Epidemiology has been applied to a wide range of health-related outcomes, behaviours and even knowledge and attitudes. The studies by British researchers Richard Doll and Austin Bradford Hill that linked lung cancer to smoking are an example of how epidemiological methods have been applied to lifestyle choices. Their key 1954 publication lent very strong statistical support to the growing evidence that tobacco smoking posed a significant danger to health.

As well as diseases linked to lifestyle and occupation, epidemiologists have turned their attention to chronic diseases such as heart disease and diabetes. And growing knowledge about genetics and epigenetics have given them new ways to analyse possible risk factors in childhood, rather than solely concentrating on risk factors in adulthood, such as smoking, diet and lack of physical exercise. 

Epidemiological challenges

Epidemiology is one of the few sciences in which the past is as important as the future. Longitudinal [time-based] studies can demonstrate how a disease interacts with different populations and give public health officials clues about how it tackle it in the future.

However, as the limited scope of the mortality bills demonstrates, one of the most difficult aspects of using historical data is the standard and reliability of data collected in the past. The same issue applies when comparing data sets from different countries and different medical authorities.

Epidemiologists continue to monitor outbreaks of disease across the world, on the lookout for a new strain of influenza or another deadly outbreak of diseases such as Ebola. And that's not easy, as science writer Leigh Cowart says:

To be prepared for Ebola we need to discover how the virus moves through the wild and the city alike. We must find out where it thrives and how it spills over, and we must track it to all of the places it goes when we are not watching from the hospital bedside.
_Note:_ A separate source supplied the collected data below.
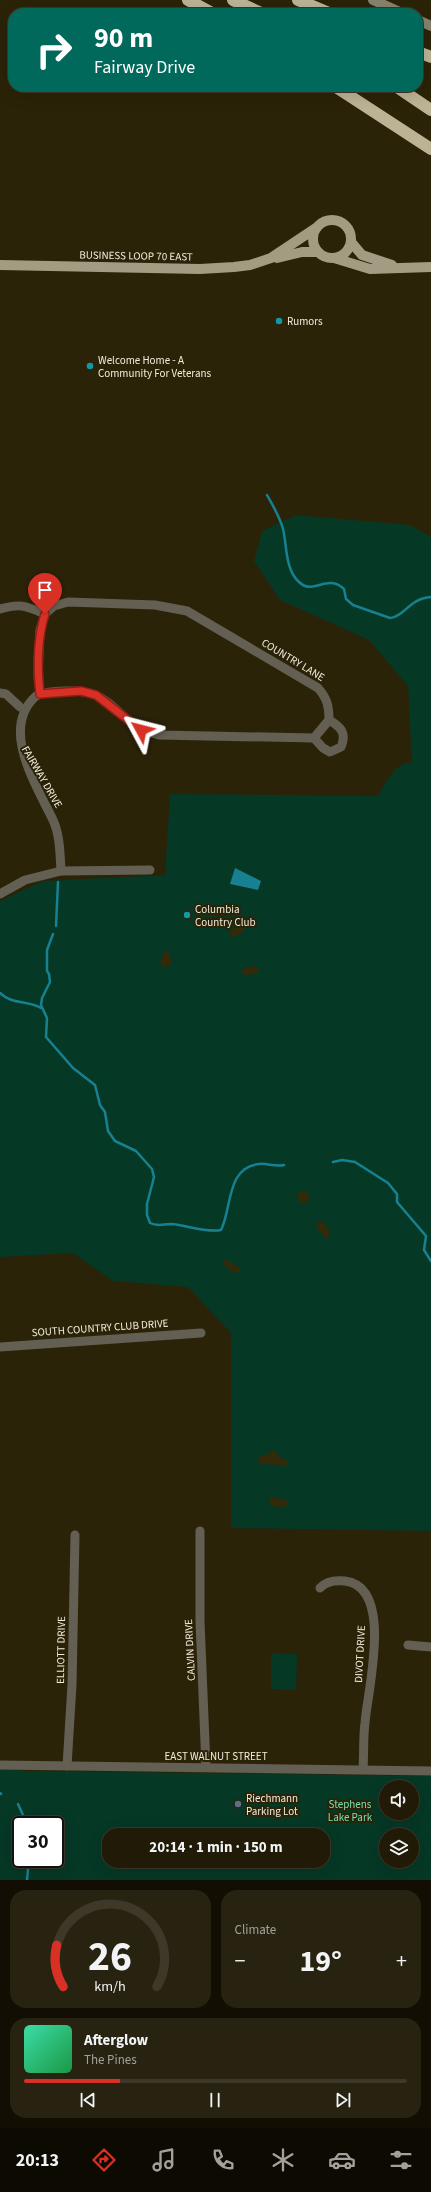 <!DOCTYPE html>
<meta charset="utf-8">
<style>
:root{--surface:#201a06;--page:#282310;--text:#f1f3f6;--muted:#a2a19b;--line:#3d3828;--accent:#d93025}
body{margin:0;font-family:"Source Sans 3",sans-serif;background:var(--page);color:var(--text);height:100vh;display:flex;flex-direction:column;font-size:15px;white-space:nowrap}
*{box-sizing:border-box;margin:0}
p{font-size:13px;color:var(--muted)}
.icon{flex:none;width:22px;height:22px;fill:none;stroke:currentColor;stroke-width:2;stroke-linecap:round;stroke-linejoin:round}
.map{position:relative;height:1880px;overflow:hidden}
.sheet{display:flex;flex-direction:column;gap:10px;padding:10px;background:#120e03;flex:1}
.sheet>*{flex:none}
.banner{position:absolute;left:8px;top:8px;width:415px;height:84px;border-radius:16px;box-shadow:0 4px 16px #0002,0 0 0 1px var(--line);background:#00695c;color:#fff;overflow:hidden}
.tools{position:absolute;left:379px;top:1780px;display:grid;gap:8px}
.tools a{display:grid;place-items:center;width:40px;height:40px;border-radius:50%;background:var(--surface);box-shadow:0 4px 16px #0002,0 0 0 1px var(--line);font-size:20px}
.speed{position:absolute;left:12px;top:1816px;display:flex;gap:8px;font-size:20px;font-weight:700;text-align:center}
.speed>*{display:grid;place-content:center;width:52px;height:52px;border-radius:50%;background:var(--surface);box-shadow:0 4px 16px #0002,0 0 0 1px var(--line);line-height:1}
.speed .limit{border:2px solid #111;border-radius:6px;background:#fff;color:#111}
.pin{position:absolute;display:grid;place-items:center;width:34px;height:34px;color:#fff;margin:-41px -17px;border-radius:50% 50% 50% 0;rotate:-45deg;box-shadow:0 0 4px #0007}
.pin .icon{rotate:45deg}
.me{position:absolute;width:44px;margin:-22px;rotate:308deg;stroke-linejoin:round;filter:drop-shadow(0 0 3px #0008)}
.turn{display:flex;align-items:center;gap:14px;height:84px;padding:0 20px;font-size:18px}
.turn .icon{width:52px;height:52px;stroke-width:2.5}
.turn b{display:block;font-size:28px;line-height:34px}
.big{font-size:30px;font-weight:700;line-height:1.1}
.sheet .tile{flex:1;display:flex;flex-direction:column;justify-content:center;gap:6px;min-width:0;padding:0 14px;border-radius:16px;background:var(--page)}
.sheet .dial{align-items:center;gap:0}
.dial svg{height:104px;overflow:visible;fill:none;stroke:var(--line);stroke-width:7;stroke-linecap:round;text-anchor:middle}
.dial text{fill:var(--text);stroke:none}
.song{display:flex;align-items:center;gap:12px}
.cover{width:48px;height:48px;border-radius:6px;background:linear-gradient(135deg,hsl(160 70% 55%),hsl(140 70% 35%))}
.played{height:4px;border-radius:2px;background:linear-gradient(90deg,var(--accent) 25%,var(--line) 25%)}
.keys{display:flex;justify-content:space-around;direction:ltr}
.heat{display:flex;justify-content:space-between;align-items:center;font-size:22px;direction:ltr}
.sheet .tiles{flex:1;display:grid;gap:10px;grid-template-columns:1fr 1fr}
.tile:last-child{grid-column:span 2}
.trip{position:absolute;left:102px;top:1828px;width:228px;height:40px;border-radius:16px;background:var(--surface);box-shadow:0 4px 16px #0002,0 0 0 1px var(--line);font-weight:700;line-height:40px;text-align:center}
.dock{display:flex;height:64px;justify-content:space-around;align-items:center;background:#0d0a02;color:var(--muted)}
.dock .icon{width:28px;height:28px}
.dock .current{color:var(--accent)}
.dock b{font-size:18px;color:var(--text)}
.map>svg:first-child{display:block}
</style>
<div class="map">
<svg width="431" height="1880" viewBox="0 0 431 1880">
<rect width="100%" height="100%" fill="#2b2308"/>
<!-- green -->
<g fill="#063826" fill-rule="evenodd">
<path d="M296,515L410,525L431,537V1531L231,1528V1333L188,1287L113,1281L73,1253L0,1257V901L43,881L165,875L170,794L378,796C385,785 396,759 412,764L408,686L369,640L280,600L254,561L262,531Z"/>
<path d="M271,1653L297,1654L296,1690L271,1689Z"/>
<path d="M0,1768H21L22,1771L431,1776V1880H0ZM386,1787H412V1813H386ZM21,1825H55V1859H21ZM109,1835H323V1861H109ZM386,1835H412V1861H386Z"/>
</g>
<!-- sand -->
<g fill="#332a09">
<path d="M238,925L243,926L244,931L232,938L229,932Z"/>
<path d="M168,951L172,963L165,968L160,963L164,952Z"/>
<path d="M253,966L259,968L257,974L244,975L242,973L243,969Z"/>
<circle cx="303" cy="1197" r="6"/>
<path d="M319,1221C325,1222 332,1232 329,1237L325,1238L316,1226Z"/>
<path d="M225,1259L240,1268V1272C233,1275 227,1268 223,1263Z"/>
<path d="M274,1450L281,1458L288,1461V1466L258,1463L260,1455H266Z"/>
<path d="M271,1497L286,1500L288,1504L283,1507L271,1506L269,1502Z"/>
</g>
<!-- water -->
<path fill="#178192" d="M235,868L261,881L258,890L230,884Z"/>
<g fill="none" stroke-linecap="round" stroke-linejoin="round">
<!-- stream -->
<g stroke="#178192" stroke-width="2.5">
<path d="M267,495C273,506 280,517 283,529C287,545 285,570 299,582C313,596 327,573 344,589L346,599L353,605L390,618C404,617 410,598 431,597"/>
<path d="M56,926L58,882"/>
<path d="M53,934L47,950V971L49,974L50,982L42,998L41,1005L47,1018L46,1037L73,1068L95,1085L100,1105L105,1112L108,1131L115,1141L136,1151L152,1169L154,1177L147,1204V1215L150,1223C158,1227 163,1224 171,1224C187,1225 205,1233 221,1230C232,1209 226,1167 259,1164C267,1163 275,1167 284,1165"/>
<path d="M0,993C12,1005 28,1000 41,1008"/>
<path d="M333,1162L342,1160L355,1162L388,1183L397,1194V1202L426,1236L424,1250L431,1261"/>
<path d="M0,1793L1,1794"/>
<path d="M18,1804L23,1815V1825"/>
<path d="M27,1880L29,1859"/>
</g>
<!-- street -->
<g stroke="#635f53" stroke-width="9">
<path d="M0,609C21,603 26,606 45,614"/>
<path d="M0,693L6,694L20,707"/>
<path d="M40,694L38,677L40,630L45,614L54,606L68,602L155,605L187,611L318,688C327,698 329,706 329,720L314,738L159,735C153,733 146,732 141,730C125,721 113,702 95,695C83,689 48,690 36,696C0,728 35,783 53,820C60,835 60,854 61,871"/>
<path d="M314,738L323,748L330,752L341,747C347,733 341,727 329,720"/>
<path d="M0,894L25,880L61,871L150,870"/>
<path d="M0,1347L201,1333"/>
<path d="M200,1531V1621L206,1767"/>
<path d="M320,1588C326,1581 335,1580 345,1581C395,1587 367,1692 365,1723C363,1738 364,1754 363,1769"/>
<path d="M408,1645L431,1647"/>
<path d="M0,1765L431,1771"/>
<path d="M67,1766L72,1685L75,1535"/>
</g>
<!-- secondary -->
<g stroke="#87816e" stroke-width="10">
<path d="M373,0L402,13"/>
<path d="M418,20L431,26"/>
</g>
<!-- primary -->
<g stroke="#a39b82" stroke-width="10">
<circle cx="332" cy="239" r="19"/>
<path d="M351,242L362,255L392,265"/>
<path d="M277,258L302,252H318"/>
<path d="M334,258L370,269L431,267"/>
<path d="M0,265L200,269L234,267L250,265L271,258L316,228"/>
</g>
<!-- highway -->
<g stroke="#bcb294" stroke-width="12">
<path d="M188,0L212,13"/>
<path d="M233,0L261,13"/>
<path d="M298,0L329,13"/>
<path d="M418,52L431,57"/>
<path d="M336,87L431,149"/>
<path d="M397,87L431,110"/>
</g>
</g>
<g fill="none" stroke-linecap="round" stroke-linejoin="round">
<defs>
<path id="route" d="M45,614C37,639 37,667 40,694L81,691L96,695L141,730"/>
</defs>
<!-- route casing -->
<use href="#route" stroke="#8d1f18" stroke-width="10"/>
<!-- route -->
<use href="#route" stroke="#d93025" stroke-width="7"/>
</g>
<!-- markers -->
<g fill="#0f9aa8" stroke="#2b2308" stroke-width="1.5">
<circle cx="279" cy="321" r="4"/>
<circle cx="90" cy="366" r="4"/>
<circle cx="187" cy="915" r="4"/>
</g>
<circle fill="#5c6f8a" stroke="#2b2308" stroke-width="1.5" cx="238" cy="1804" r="4"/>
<g text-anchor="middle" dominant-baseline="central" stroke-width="4" stroke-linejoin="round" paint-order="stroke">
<!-- street labels -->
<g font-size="11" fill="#f1ecdc" stroke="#2b2308">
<text transform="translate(136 256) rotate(1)">BUSINESS LOOP 70 EAST</text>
<text transform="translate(293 660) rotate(31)">COUNTRY LANE</text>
<text transform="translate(42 777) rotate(60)">FAIRWAY DRIVE</text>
<text transform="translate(100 1328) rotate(-4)">SOUTH COUNTRY CLUB DRIVE</text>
<text transform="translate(61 1650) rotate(-89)">ELLIOTT DRIVE</text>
<text transform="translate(190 1650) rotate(-93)">CALVIN DRIVE</text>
<text transform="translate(360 1654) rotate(-87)">DIVOT DRIVE</text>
<text x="216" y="1756">EAST WALNUT STREET</text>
</g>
<!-- poi labels -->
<g font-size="11" fill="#f1ecdc" stroke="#2b2308" text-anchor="start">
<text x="287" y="321">Rumors</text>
<text x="98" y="360">Welcome Home - A<tspan x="98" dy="13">Community For Veterans</tspan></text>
<text x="195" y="909">Columbia<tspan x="195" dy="13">Country Club</tspan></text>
<text x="246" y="1798">Riechmann<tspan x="246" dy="13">Parking Lot</tspan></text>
</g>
<!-- park labels -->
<g font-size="11" fill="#75e1b1" stroke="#2b2308">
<text x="350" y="1804">Stephens<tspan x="350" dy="13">Lake Park</tspan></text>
</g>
</g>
</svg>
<div class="tools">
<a><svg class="icon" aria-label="sound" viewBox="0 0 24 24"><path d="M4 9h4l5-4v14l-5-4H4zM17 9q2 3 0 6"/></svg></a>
<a><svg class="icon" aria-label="layers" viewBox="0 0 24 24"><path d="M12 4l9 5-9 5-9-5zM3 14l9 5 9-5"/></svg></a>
</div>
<div class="speed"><div class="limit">30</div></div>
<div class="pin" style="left:45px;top:614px;background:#d93025"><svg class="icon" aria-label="arrive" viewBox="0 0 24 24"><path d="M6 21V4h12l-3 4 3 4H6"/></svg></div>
<svg class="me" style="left:141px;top:730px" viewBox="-20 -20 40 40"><path d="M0-17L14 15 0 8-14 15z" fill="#d93025" stroke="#fff" stroke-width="4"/></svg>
<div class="trip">20:14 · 1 min · 150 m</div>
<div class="banner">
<div class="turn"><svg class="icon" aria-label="right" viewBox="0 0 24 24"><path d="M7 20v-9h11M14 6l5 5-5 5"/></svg><div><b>90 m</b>Fairway Drive</div></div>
</div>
</div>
<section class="sheet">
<div class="tiles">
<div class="tile dial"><svg viewBox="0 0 100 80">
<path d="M14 69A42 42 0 1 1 86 69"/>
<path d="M14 69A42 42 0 0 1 9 37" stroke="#d93025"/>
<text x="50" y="56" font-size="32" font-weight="700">26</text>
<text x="50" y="72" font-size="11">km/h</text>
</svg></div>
<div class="tile"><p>Climate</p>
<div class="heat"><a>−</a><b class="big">19°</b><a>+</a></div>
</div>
<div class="tile">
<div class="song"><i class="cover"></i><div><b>Afterglow</b><p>The Pines</p></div></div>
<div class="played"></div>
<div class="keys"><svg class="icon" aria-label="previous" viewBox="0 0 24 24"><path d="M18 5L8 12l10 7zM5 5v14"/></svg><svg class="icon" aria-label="pause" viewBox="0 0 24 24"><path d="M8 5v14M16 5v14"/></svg><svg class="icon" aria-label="next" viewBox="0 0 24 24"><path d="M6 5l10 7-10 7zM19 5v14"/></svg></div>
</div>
</div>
</section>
<nav class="dock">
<b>20:13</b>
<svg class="icon current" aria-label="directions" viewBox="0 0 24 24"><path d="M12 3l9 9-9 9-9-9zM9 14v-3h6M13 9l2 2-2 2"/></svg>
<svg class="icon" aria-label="music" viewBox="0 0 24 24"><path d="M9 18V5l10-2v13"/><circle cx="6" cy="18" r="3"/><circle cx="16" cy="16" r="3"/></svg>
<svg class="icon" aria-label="phone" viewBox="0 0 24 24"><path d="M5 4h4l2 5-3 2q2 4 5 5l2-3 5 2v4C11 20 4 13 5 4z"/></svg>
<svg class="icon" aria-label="climate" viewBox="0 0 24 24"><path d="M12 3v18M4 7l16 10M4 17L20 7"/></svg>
<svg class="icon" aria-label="car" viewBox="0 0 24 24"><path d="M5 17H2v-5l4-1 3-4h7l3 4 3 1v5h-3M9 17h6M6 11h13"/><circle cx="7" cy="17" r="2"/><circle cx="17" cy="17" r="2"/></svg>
<svg class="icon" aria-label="filters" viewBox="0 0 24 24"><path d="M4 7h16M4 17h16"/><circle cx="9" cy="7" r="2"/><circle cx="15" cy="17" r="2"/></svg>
</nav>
Suggestions for further research

  • L Berkman, I Kawachi and M Glymour [Editors], Social Epidemiology [New York: Oxford University Press, 2014]
  • A Broadbent, Philosophy of Epidemiology [London: Palgrave Macmillan, 2013]
  • S Hempel, The Atlas of Disease: Mapping deadly epidemics and contagion from the plague to the zika virus [London: White Lion Publishing, 2018]
  • S Johnson, The Ghost Map: The Story of London's Most Terrifying Epidemic—And How It Changed Science, Cities, and the Modern World [New York: Riverhead Books, 2006]
  • N Krieger, Epidemiology and the People's Health: Theory And Context [New York: Oxford University Press, 2011]

Find out more about public health

What is the study of disease in a population called?

Epidemiology is the method used to find the causes of health outcomes and diseases in populations. In epidemiology, the patient is the community and individuals are viewed collectively.

What is the medical term for study of disease?

Pathology is the study of disease. It is the bridge between science and medicine.

What is another name for incidence study?

Incidence studies When the source population has been formally defined and enumerated [e.g. a group of workers exposed to a particular chemical], then the study may be termed a 'cohort study' or 'follow-up study' and the former terminology will be used here.

What is another name for epidemiology?

In this page you can discover 10 synonyms, antonyms, idiomatic expressions, and related words for epidemiological, like: epidemiologic, , toxicological, empirical, epidemiology, quantitative, serological, observational, toxicokinetic and neuropathological.